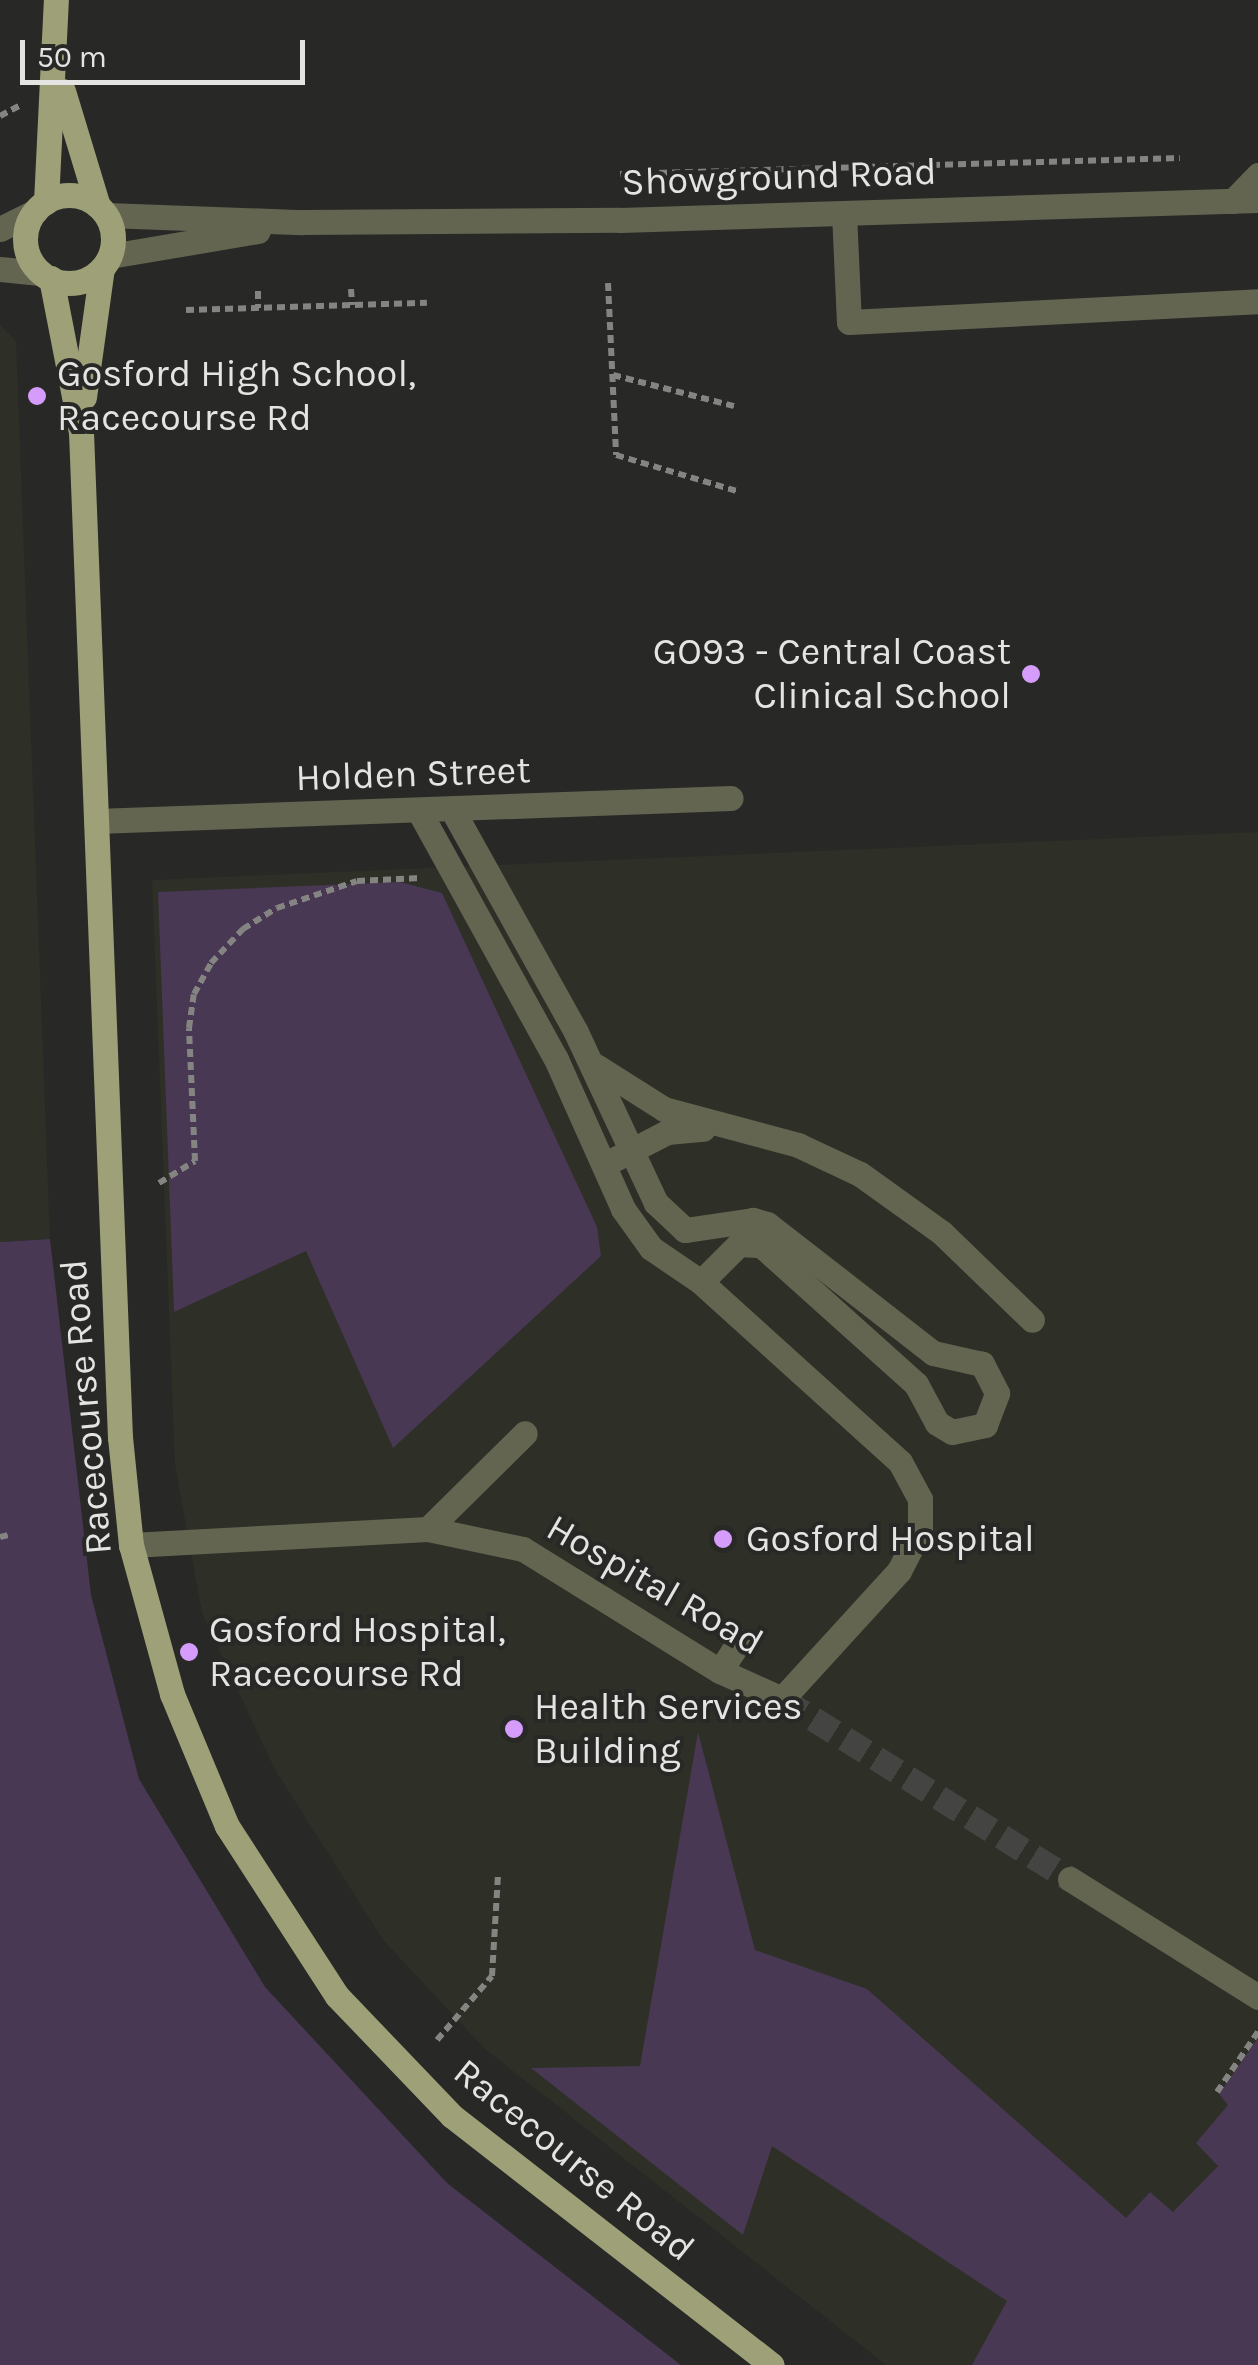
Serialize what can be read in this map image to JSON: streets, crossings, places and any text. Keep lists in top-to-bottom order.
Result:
{
  "streets": {
    "main road": ["Racecourse Road"],
    "street": ["Showground Road", "Holden Street", "Hospital Road"]
  },
  "crossings": [
    ["Showground Road", "Racecourse Road"],
    ["Holden Street", "Racecourse Road"],
    ["Racecourse Road", "Hospital Road"]
  ],
  "places": [
    "Gosford High School, Racecourse Rd",
    "GO93 - Central Coast Clinical School",
    "Gosford Hospital",
    "Gosford Hospital, Racecourse Rd",
    "Health Services Building"
  ],
  "scale_bar": "50 m"
}
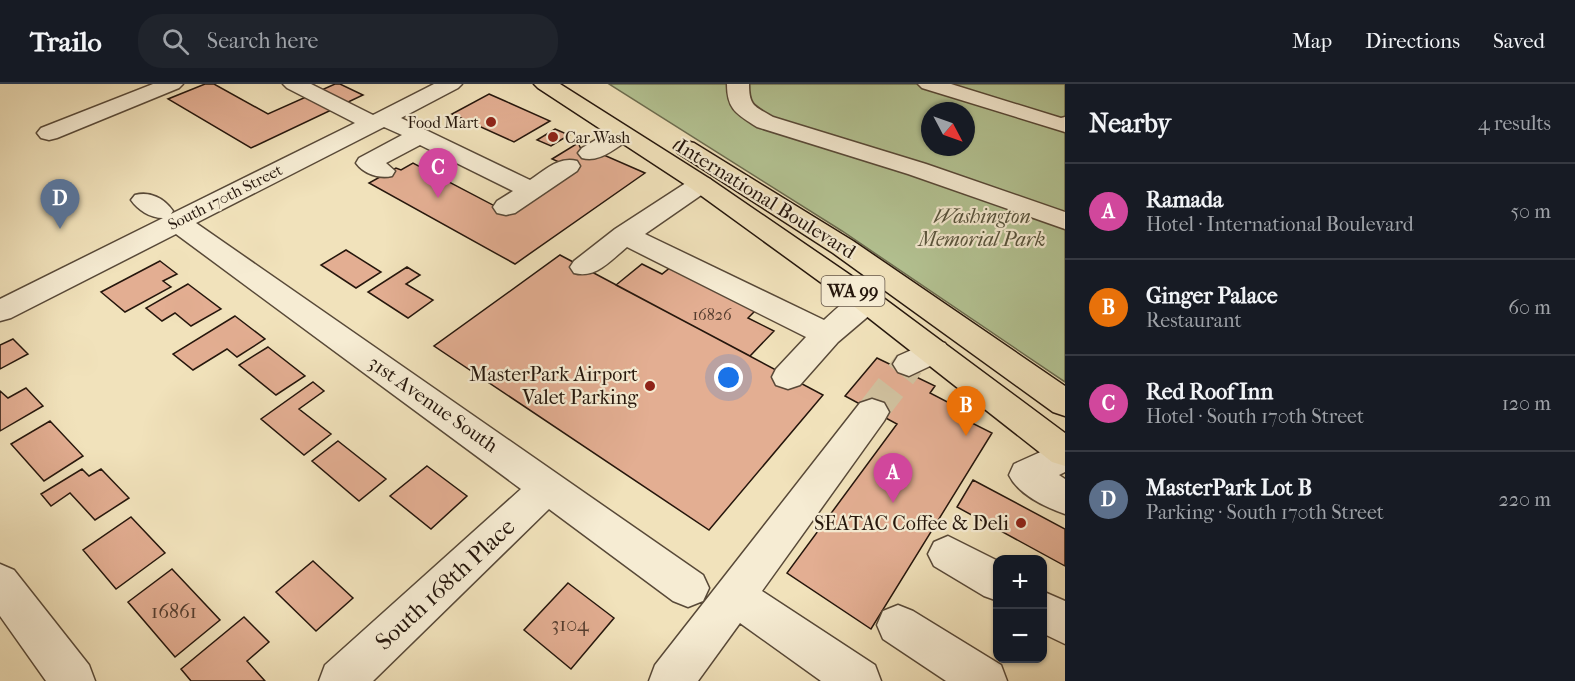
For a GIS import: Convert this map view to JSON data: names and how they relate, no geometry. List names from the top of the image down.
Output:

### Task to carry out
What you give back should match the entries above exactly, except that pictures are dropped.

### Expected output
Serialize what can be read in this map image to JSON: streets, crossings, places and any text. Keep lists in top-to-bottom order.
Result:
{
  "streets": {
    "main road": ["Racecourse Road"],
    "street": ["Showground Road", "Holden Street", "Hospital Road"]
  },
  "crossings": [
    ["Showground Road", "Racecourse Road"],
    ["Holden Street", "Racecourse Road"],
    ["Racecourse Road", "Hospital Road"]
  ],
  "places": [
    "Gosford High School, Racecourse Rd",
    "GO93 - Central Coast Clinical School",
    "Gosford Hospital",
    "Gosford Hospital, Racecourse Rd",
    "Health Services Building"
  ],
  "scale_bar": "50 m"
}
For a GIS import: Convert this map view to JSON data: names and how they relate, no geometry. List names from the top of the image down.
Output:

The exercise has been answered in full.